The reading I’ve discussed on the blog lately has included a few different topics, and a few divergences as I’ve looked into different corners of political philosophy to research the Utopias project. Lately, I’ve gotten some pleasant feedback about my critical reading of Friedrich Hayek. I also got some intense feedback about my discussions of Marxist ideas.

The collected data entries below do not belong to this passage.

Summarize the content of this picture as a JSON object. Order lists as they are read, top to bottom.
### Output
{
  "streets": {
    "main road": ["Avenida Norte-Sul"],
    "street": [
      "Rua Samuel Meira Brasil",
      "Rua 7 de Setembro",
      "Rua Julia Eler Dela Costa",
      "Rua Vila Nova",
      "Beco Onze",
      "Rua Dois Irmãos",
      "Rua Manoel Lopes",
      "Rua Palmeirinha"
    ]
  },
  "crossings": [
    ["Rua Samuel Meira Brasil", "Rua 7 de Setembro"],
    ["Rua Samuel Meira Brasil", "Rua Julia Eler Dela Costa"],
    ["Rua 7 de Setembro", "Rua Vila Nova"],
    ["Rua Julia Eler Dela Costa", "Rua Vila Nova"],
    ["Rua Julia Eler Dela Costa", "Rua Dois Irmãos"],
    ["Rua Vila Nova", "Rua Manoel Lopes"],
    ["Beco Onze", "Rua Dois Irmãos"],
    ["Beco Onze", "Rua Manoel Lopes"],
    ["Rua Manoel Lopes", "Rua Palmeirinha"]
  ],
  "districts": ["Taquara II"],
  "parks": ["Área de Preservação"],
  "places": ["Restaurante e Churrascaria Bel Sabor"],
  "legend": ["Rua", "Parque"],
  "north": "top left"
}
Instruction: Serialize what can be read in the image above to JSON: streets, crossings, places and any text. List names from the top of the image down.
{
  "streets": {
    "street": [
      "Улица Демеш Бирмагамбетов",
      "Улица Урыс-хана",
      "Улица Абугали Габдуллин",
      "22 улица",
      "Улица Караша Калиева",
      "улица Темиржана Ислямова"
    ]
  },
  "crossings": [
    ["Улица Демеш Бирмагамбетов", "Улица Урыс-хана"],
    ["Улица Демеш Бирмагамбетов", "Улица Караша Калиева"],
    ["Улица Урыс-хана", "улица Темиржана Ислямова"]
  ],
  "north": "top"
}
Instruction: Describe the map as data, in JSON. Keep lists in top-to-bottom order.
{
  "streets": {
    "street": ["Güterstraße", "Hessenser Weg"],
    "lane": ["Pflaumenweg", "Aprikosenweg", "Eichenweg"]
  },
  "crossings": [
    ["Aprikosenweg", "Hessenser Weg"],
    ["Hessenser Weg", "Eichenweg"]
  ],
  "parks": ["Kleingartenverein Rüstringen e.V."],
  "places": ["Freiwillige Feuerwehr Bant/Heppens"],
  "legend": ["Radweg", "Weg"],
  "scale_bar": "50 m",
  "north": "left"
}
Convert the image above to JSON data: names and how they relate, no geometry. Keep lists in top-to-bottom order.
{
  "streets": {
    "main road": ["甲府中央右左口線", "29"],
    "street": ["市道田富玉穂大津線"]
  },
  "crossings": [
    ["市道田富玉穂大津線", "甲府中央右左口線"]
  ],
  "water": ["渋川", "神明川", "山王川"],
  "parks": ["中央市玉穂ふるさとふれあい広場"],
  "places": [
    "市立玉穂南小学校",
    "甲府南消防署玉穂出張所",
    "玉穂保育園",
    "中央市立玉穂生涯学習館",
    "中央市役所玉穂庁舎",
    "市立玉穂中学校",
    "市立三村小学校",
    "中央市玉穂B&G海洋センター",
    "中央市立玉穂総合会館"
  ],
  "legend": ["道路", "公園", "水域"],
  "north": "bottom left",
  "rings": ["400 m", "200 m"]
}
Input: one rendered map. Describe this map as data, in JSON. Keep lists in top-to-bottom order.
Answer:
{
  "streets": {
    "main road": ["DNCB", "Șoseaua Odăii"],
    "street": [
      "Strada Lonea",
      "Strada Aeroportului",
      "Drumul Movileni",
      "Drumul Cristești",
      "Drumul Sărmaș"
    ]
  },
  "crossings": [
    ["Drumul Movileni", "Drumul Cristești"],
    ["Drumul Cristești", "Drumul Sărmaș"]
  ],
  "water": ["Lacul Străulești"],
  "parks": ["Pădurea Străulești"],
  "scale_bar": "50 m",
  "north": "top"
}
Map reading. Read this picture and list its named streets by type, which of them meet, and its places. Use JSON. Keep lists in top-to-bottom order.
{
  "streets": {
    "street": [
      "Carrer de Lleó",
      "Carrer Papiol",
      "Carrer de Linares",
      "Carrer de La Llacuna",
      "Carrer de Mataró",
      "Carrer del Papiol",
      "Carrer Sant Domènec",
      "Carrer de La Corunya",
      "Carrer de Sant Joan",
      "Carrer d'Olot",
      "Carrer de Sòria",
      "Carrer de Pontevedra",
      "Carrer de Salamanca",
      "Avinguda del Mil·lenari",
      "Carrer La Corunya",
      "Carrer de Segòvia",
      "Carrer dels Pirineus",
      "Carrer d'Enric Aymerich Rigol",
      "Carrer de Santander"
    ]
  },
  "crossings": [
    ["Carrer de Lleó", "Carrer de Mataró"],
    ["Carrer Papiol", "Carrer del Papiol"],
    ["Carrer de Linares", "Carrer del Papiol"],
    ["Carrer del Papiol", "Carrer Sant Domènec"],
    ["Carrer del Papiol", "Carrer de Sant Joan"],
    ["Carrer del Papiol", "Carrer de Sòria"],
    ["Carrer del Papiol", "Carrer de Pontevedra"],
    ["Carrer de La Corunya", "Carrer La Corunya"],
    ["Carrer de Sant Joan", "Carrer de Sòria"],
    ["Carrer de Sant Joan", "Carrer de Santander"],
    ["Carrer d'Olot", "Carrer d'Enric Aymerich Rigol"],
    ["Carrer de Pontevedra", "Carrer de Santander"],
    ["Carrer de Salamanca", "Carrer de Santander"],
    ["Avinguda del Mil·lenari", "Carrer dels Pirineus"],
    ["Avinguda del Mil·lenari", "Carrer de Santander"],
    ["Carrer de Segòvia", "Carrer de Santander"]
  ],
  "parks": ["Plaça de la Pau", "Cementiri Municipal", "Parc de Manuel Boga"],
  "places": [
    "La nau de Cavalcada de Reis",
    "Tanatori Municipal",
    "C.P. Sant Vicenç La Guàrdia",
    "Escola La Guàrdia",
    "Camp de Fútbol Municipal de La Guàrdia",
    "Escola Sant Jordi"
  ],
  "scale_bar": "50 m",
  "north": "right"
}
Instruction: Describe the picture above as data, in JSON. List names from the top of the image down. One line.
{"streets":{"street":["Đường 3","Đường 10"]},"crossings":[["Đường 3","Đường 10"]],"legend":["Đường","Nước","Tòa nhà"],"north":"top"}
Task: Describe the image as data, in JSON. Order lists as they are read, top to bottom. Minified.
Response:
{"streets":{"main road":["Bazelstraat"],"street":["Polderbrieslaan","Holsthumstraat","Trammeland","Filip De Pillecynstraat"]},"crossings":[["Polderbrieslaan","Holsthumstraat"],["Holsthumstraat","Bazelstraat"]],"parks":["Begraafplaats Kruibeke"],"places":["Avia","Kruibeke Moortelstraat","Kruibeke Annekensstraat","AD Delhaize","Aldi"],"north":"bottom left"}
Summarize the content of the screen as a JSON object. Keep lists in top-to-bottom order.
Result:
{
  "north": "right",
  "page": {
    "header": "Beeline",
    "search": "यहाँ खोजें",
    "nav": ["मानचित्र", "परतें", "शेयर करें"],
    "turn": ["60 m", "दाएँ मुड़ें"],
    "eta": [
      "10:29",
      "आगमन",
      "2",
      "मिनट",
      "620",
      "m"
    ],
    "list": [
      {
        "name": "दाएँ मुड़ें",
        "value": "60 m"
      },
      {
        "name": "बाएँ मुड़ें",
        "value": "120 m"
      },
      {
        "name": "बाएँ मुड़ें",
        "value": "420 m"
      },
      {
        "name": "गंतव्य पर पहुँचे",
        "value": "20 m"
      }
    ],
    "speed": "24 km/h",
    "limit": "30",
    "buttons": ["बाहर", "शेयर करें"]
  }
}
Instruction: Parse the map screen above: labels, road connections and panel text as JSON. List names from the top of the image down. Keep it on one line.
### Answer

All this feedback has been interesting to me, because I’ve essentially promised, in response to these questions, that it will all become clear when the entire Utopias project is finished. As I look at how my research schedule works out alongside having to work for a living, whether I have to deal with the time commitments of a communications job or (in some other possible world) a professorship, I realize that I probably won’t be able to have a Utopias manuscript ready to go before 2021 at the earliest.
So I thought I’d briefly discuss just what the Utopias project actually is today. Also, because the latest instalment of my dialogue with Steve Fuller about his book Knowledge: The Philosophical Quest in History won’t be up until tomorrow. He’s doing a few public lectures in New York and Philadelphia this week, and is on a bit of a time crunch. Most likely, part five will run tomorrow.
Utopias is a three part book. The material on libertarian political philosophy and the modern epoch of neoliberal global and state politics that it inspired are a key element of the third part. This last third is where the conventionally political concepts of the project come directly to the foreground.
I say conventionally political because I’ll discuss how the concepts of what humanity is and can become that are the subjects of the earlier two parts impact how we think about the state, economics, industry, colonialism and empire, and social movements of revolution and peace.
I’m still figuring out the precise arc of the arguments in detail, of course. But the third part of Utopias will basically look like this. It begins with a reconsideration of the dominant narrative of the 20th century in Western popular culture, a narrative that was set by the priorities of liberal (and also neoliberal [and also right wing libertarian]) philosophy in the light of the argument in the previous two halves.
The first two of three halves of Utopias are, in a couple of sentences that ridiculously oversimplify all the ideas involved, about the vision of humanity as a mechanism that arose from the First World War. This is the mass man, the man whose individuality, personality, and desires are superfluous to the unified movement of the people. Unpacking this totalitarian vision is the task of Utopias Part One.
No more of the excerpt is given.